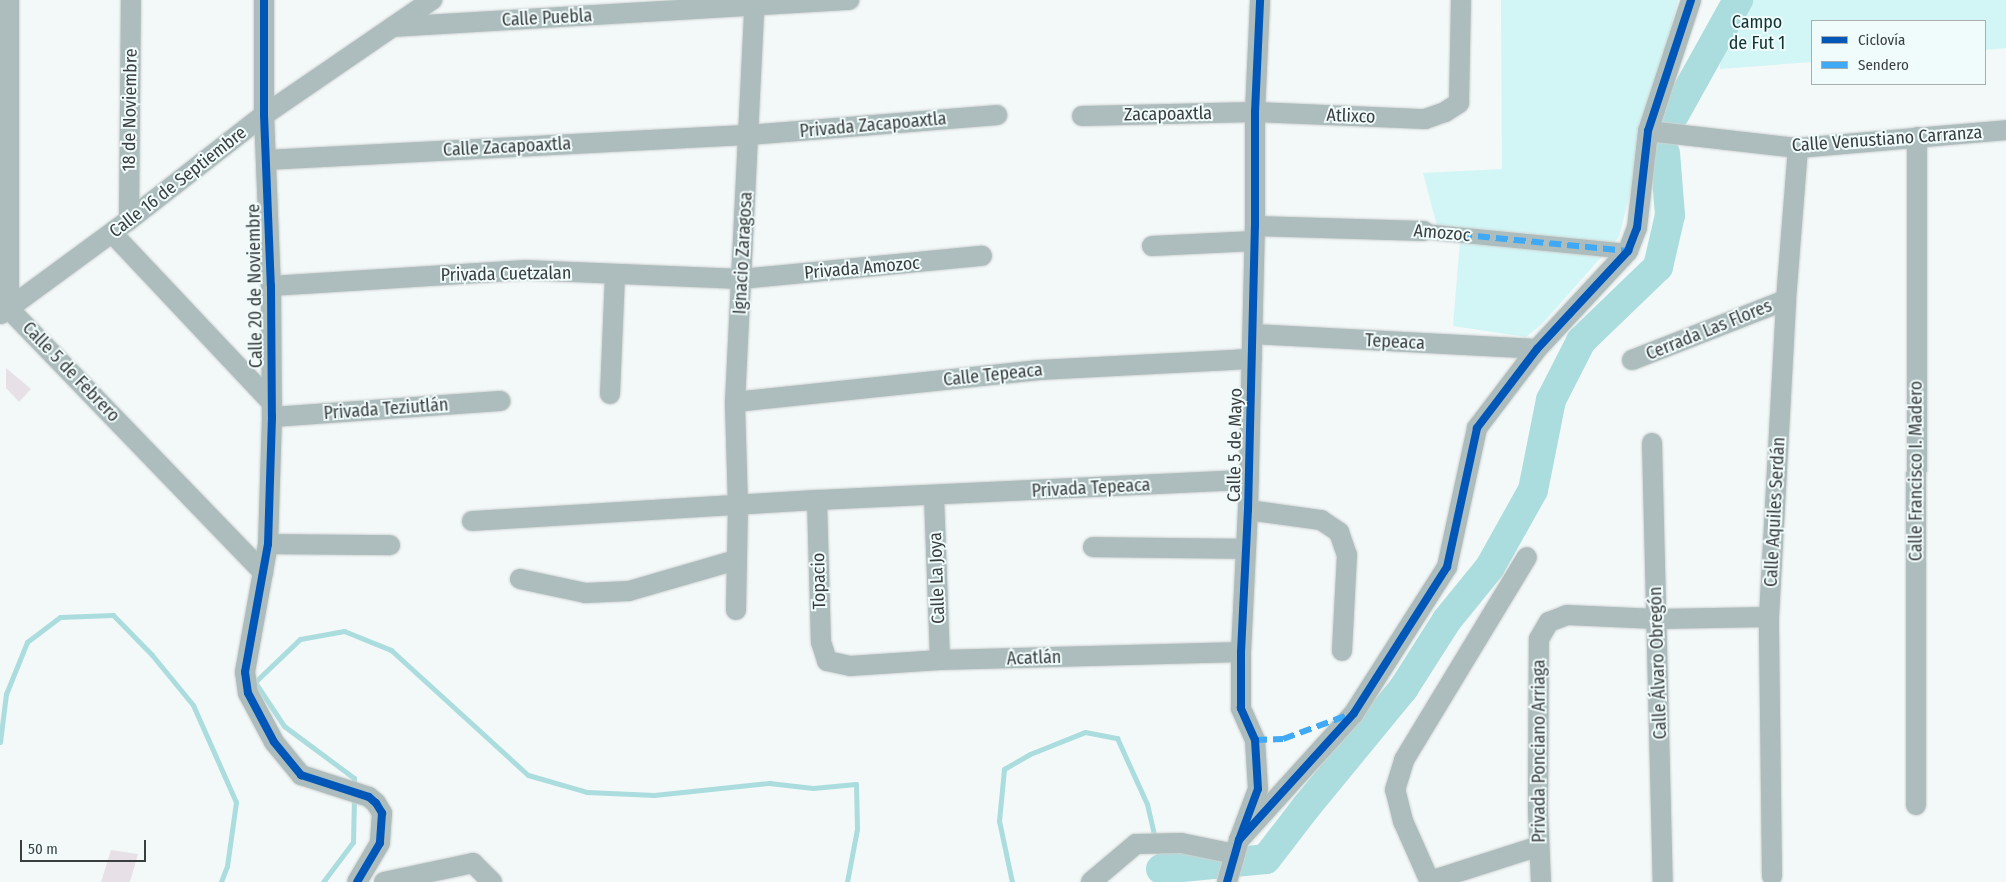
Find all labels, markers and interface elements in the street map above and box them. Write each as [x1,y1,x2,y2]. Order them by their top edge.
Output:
street label: Calle Puebla [501,5,593,31]
park label: Campo de Fut 1 [1729,12,1785,54]
legend [1811,20,1986,85]
text: Ciclovía [1858,31,1905,49]
street label: 18 de Noviembre [118,48,142,172]
text: Sendero [1858,56,1909,74]
street label: Zacapoaxtla [1124,102,1212,126]
street label: Atlixco [1326,104,1376,128]
street label: Privada Zacapoaxtla [799,108,947,142]
street label: Calle 16 de Septiembre [105,122,251,242]
street label: Calle Venustiano Carranza [1791,122,1983,156]
street label: Calle Zacapoaxtla [442,133,572,161]
street label: Ignacio Zaragosa [729,191,757,315]
street label: Calle 20 de Noviembre [243,204,267,368]
street label: Amozoc [1413,220,1471,246]
street label: Privada Amozoc [803,252,921,284]
street label: Privada Cuetzalan [440,262,572,286]
street label: Cerrada Las Flores [1643,295,1775,365]
street label: Calle 5 de Febrero [18,317,124,427]
street label: Tepeaca [1365,330,1425,354]
street label: Calle Tepeaca [942,359,1044,391]
street label: Calle Francisco I. Madero [1905,381,1927,561]
street label: Calle 5 de Mayo [1223,388,1247,502]
street label: Privada Teziutlán [323,394,449,424]
street label: Calle Aquiles Serdán [1760,436,1790,588]
street label: Privada Tepeaca [1031,474,1151,502]
street label: Calle La Joya [925,532,949,624]
street label: Topacio [808,552,830,610]
street label: Calle Álvaro Obregón [1645,586,1671,740]
street label: Acatlán [1006,646,1062,670]
street label: Privada Ponciano Arriaga [1528,659,1550,843]
scale bar [22,830,149,862]
text: 50 m [28,840,58,858]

Required work:
Which lines above hold the string "Amozoc"? Show each of them.

Answer to this task:
street label: Amozoc [1413,220,1471,246]
street label: Privada Amozoc [803,252,921,284]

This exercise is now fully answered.